BEGIN INPUT RECORDS

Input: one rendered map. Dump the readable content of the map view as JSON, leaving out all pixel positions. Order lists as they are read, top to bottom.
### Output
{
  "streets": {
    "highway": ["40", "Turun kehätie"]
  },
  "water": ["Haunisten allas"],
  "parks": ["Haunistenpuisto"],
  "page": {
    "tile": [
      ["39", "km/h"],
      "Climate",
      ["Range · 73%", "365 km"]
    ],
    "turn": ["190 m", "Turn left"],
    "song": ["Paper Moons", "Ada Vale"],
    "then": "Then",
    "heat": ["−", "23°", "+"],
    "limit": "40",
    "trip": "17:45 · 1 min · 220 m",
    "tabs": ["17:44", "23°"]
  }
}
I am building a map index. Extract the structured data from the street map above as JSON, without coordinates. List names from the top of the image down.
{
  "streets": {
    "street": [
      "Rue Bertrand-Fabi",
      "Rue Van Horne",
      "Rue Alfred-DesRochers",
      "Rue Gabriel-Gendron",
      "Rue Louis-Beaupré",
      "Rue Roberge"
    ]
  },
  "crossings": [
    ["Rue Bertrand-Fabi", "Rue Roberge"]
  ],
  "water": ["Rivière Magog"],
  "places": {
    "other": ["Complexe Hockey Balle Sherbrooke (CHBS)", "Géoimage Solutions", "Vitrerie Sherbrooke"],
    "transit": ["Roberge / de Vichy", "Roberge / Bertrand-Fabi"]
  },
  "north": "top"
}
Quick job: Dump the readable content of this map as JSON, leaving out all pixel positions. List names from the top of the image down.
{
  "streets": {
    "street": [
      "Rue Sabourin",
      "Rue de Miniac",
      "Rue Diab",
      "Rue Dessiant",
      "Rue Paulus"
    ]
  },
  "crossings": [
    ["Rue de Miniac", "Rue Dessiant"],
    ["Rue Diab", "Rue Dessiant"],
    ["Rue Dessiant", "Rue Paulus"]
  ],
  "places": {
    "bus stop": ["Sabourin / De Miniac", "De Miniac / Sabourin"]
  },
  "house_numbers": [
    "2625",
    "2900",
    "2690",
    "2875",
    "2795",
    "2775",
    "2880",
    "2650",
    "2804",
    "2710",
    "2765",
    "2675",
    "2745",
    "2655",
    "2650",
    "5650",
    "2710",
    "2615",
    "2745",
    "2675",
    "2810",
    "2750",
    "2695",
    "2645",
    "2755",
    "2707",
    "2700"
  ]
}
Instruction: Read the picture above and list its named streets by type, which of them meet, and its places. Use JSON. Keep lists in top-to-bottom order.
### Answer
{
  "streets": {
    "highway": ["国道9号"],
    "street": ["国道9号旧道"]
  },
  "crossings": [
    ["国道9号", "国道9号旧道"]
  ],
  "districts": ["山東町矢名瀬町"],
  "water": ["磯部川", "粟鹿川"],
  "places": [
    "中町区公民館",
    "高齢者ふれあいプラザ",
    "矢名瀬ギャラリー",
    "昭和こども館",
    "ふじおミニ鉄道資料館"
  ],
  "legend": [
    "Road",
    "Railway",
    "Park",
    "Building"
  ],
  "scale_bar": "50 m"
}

END INPUT RECORDS

(WORK ORDER) Tally how many lines of the data include the word "lists". Write the number and nothing else.

(RESULT FOR THIS EXERCISE) 2